From the listing below, copy every line with the word "selected".

::: DATA RECORDS :::

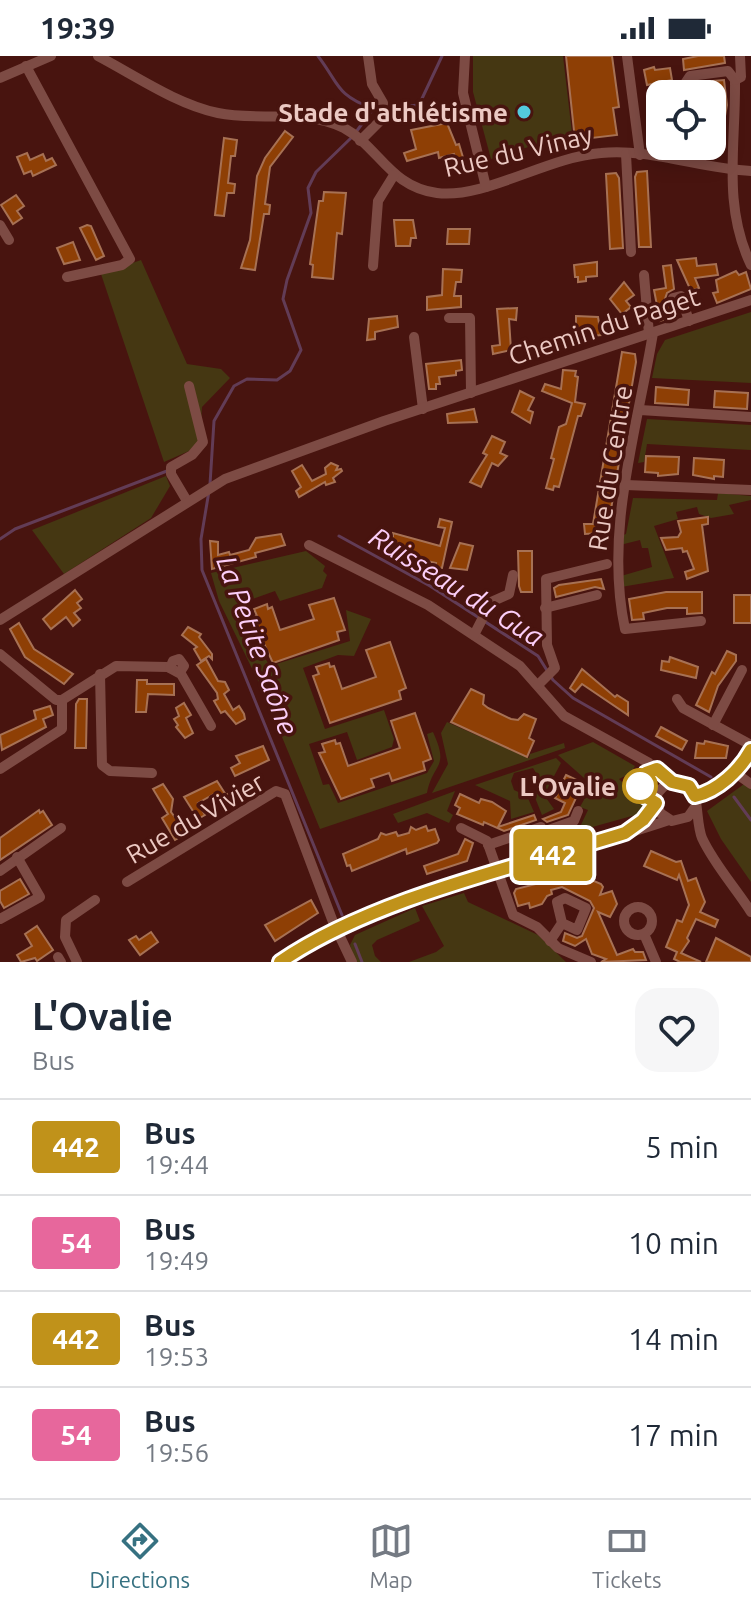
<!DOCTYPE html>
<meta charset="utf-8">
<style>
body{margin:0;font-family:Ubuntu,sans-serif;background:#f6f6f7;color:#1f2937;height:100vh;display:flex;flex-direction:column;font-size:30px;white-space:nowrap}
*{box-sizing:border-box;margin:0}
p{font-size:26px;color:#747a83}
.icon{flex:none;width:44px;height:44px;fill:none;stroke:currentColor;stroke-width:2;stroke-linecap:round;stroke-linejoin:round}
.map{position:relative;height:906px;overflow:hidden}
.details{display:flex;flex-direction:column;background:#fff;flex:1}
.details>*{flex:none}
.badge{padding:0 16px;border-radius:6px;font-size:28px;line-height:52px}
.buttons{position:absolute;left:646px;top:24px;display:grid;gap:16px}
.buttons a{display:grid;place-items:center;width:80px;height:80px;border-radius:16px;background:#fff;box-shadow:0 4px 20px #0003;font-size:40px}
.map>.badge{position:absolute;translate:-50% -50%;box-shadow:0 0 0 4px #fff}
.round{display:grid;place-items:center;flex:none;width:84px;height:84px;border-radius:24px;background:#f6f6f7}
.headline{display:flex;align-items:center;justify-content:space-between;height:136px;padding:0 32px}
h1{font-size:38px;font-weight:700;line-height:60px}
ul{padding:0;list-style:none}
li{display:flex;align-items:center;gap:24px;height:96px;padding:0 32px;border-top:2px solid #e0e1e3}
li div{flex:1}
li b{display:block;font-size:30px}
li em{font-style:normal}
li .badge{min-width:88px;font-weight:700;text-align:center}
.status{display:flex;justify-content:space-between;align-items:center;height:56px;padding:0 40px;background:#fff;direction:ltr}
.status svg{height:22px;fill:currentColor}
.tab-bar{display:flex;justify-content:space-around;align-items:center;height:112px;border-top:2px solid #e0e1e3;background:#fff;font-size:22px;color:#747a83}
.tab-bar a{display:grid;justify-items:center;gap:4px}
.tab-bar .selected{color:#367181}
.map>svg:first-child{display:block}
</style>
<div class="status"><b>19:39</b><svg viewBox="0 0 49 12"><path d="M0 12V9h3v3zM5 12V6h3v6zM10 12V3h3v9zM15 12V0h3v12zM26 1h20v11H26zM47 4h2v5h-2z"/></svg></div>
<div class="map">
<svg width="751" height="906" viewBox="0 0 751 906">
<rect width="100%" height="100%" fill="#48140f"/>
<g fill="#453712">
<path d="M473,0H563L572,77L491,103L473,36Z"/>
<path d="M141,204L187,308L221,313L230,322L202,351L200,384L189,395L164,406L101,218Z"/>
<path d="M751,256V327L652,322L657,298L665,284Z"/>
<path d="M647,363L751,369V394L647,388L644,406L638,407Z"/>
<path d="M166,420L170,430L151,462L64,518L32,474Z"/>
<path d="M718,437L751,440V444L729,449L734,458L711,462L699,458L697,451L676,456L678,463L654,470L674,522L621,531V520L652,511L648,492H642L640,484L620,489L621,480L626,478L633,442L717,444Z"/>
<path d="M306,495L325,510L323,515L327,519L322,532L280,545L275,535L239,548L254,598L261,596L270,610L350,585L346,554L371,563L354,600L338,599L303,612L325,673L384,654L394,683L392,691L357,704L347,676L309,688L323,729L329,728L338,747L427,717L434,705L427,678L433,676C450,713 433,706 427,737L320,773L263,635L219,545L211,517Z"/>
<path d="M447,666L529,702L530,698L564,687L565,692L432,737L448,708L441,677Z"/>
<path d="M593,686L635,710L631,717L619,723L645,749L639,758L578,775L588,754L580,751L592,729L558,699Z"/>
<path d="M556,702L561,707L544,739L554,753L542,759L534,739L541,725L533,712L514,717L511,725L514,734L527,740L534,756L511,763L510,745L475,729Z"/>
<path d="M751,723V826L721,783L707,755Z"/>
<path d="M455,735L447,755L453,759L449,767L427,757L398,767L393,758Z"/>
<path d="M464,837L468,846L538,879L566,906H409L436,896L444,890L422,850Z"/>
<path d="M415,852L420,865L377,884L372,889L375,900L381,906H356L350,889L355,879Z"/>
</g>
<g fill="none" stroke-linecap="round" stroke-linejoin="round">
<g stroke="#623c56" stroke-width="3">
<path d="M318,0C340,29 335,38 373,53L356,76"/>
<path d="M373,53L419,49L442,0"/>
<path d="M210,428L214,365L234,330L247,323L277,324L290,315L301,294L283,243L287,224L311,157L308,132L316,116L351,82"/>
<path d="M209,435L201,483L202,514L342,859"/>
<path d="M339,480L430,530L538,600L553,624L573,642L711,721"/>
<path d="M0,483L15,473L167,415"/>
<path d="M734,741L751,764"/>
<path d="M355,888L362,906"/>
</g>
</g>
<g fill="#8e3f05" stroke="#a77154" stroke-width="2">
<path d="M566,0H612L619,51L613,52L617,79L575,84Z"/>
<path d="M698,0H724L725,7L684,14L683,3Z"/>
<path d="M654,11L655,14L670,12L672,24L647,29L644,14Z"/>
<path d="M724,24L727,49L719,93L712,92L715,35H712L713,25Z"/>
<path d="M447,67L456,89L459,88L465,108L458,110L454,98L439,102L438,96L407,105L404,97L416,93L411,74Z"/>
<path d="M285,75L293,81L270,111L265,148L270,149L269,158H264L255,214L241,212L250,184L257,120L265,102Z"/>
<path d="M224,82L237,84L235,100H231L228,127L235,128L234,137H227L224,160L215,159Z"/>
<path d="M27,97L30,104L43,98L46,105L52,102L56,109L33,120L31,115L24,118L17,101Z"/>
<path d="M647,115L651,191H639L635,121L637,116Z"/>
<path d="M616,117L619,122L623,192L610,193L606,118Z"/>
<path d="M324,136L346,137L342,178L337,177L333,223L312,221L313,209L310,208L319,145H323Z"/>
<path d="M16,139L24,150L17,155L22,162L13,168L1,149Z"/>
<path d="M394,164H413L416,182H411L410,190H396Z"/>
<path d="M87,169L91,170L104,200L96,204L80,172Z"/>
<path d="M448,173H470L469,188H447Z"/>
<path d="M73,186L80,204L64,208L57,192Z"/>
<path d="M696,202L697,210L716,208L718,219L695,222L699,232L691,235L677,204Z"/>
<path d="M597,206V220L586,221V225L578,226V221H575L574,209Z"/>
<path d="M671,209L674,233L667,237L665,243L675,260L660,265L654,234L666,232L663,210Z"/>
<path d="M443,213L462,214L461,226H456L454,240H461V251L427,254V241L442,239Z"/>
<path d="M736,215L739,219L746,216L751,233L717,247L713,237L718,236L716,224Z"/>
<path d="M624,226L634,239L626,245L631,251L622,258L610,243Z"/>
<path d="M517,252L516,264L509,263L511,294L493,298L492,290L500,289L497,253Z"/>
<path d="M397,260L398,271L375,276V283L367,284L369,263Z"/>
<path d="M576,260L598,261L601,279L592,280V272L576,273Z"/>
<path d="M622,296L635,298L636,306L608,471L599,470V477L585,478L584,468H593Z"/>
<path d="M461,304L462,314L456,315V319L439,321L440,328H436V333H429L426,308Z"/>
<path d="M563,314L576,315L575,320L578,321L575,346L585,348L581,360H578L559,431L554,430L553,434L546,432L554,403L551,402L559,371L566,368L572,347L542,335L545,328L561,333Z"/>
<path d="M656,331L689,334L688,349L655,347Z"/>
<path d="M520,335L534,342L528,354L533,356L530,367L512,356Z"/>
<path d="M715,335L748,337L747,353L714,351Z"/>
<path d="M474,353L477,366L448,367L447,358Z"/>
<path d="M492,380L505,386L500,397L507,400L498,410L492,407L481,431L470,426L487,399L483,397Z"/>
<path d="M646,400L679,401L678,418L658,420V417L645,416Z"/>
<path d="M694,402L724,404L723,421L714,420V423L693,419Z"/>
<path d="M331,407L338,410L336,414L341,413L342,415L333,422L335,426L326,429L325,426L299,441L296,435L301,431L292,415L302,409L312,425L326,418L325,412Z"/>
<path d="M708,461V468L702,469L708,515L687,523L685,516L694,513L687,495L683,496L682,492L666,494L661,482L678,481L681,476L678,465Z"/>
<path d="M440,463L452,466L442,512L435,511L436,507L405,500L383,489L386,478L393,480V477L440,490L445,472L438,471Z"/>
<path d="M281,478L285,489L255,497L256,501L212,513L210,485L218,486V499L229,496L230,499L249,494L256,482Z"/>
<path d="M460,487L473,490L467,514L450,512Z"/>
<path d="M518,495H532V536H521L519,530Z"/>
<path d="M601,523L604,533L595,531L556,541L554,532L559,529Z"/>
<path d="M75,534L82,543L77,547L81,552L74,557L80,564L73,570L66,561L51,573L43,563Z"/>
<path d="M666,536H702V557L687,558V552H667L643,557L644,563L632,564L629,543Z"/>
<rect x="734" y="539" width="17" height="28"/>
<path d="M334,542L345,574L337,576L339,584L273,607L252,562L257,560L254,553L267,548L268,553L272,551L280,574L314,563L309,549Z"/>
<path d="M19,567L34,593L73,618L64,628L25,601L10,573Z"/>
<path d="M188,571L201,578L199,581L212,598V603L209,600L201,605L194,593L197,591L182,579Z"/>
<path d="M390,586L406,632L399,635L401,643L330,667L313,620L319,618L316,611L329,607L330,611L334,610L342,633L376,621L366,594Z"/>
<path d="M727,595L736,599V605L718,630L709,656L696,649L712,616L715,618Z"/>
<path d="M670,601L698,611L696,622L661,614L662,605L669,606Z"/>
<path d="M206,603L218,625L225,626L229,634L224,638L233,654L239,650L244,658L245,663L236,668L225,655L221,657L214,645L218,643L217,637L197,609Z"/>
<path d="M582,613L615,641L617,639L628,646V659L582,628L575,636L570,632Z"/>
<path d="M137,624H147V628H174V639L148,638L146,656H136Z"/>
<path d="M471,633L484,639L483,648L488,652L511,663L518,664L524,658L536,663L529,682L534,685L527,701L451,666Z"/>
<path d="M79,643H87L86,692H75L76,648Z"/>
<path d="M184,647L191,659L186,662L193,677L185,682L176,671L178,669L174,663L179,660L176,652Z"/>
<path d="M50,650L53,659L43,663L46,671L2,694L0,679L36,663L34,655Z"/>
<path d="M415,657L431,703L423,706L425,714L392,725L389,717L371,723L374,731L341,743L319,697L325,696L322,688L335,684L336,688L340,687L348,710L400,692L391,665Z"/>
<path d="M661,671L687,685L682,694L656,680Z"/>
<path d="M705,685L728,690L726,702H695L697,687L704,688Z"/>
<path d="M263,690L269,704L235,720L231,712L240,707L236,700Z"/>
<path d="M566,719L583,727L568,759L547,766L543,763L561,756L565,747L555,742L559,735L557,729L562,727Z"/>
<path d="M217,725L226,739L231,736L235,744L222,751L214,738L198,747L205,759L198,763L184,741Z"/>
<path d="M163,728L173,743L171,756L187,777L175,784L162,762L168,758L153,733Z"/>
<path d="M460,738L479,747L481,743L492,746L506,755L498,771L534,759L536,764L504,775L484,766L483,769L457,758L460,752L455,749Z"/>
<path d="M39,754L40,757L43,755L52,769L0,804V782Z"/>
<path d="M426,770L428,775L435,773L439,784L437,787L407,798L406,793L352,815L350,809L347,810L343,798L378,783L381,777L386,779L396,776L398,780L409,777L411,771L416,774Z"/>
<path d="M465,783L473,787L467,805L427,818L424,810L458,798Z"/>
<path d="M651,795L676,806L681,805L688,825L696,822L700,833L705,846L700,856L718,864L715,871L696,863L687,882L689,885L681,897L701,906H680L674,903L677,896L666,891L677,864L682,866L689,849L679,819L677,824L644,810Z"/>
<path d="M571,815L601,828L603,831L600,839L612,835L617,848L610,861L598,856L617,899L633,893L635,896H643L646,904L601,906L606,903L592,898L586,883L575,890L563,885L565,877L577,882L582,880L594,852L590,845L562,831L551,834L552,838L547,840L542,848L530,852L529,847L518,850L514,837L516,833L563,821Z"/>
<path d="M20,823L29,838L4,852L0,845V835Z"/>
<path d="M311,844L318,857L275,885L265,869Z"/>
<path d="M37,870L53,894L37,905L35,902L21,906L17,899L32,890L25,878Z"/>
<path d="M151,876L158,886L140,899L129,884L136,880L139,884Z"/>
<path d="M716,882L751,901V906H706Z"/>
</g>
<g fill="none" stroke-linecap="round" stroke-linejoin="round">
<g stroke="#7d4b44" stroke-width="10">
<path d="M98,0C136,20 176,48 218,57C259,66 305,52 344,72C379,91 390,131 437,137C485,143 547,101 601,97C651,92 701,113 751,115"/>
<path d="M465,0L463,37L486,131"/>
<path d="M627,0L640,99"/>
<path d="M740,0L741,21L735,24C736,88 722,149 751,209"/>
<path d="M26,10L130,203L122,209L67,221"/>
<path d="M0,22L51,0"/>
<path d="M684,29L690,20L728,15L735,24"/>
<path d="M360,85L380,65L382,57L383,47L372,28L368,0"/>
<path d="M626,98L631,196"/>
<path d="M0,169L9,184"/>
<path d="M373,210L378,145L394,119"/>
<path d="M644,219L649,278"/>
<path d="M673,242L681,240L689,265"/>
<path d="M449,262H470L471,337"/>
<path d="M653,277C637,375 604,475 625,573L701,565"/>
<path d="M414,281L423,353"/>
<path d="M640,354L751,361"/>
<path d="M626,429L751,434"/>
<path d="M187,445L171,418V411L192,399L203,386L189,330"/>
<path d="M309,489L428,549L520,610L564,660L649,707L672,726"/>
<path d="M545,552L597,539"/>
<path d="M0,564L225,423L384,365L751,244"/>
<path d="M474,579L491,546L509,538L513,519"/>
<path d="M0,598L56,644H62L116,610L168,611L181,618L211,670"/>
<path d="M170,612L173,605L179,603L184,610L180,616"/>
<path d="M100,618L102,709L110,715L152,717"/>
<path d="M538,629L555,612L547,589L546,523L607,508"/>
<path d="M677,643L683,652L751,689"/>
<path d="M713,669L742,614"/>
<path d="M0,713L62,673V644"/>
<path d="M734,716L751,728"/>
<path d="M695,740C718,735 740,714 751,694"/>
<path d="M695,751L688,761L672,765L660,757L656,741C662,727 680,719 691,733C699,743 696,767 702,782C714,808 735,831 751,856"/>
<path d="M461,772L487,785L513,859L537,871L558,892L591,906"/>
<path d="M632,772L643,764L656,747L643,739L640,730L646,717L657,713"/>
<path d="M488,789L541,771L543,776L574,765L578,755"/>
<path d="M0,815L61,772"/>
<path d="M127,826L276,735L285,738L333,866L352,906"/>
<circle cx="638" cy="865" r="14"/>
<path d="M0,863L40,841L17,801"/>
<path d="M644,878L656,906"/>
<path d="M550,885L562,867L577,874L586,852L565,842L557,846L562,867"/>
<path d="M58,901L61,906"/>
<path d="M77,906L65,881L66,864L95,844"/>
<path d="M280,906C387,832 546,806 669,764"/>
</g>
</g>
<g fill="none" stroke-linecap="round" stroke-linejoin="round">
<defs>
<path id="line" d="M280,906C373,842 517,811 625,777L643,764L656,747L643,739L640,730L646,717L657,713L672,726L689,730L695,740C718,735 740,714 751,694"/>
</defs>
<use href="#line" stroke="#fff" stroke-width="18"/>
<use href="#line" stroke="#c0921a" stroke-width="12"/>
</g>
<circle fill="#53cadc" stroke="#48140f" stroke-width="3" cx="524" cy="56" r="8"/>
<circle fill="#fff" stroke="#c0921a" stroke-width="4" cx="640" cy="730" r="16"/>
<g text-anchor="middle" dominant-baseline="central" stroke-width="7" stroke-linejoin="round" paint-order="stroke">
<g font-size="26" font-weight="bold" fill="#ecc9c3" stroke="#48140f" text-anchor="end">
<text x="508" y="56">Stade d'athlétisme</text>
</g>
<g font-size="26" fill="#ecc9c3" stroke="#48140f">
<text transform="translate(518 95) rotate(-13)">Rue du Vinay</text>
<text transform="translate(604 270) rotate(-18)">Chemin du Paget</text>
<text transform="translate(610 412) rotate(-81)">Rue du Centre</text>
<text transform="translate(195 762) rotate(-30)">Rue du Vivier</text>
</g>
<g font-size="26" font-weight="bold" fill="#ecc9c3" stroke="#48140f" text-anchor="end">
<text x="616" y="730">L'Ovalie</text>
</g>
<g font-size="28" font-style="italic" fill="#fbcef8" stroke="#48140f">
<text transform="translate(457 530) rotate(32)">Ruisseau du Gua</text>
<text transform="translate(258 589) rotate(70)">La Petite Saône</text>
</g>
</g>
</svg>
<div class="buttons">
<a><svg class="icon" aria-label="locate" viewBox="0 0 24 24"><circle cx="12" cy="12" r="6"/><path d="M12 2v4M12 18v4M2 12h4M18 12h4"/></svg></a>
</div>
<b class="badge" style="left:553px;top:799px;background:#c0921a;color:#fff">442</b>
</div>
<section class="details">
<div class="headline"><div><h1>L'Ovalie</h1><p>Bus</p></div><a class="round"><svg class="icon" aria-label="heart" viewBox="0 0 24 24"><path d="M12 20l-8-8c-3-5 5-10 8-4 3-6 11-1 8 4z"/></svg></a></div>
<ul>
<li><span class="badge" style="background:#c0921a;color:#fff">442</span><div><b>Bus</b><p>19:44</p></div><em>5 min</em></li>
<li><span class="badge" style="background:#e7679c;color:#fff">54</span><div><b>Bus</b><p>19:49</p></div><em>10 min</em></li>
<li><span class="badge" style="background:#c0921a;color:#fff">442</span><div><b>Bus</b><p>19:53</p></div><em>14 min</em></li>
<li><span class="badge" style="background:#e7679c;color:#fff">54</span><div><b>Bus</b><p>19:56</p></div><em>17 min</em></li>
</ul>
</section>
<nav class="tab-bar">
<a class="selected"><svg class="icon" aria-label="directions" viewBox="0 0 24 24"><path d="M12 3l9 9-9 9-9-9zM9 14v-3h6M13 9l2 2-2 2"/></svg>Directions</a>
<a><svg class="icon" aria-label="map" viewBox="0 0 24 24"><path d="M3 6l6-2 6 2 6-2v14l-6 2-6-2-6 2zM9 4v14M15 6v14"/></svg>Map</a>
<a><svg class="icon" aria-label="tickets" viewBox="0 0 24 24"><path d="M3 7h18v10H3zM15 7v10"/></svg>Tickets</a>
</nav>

:::

▸ ANSWER SECTION
.tab-bar .selected{color:#367181}
<a class="selected"><svg class="icon" aria-label="directions" viewBox="0 0 24 24"><path d="M12 3l9 9-9 9-9-9zM9 14v-3h6M13 9l2 2-2 2"/></svg>Directions</a>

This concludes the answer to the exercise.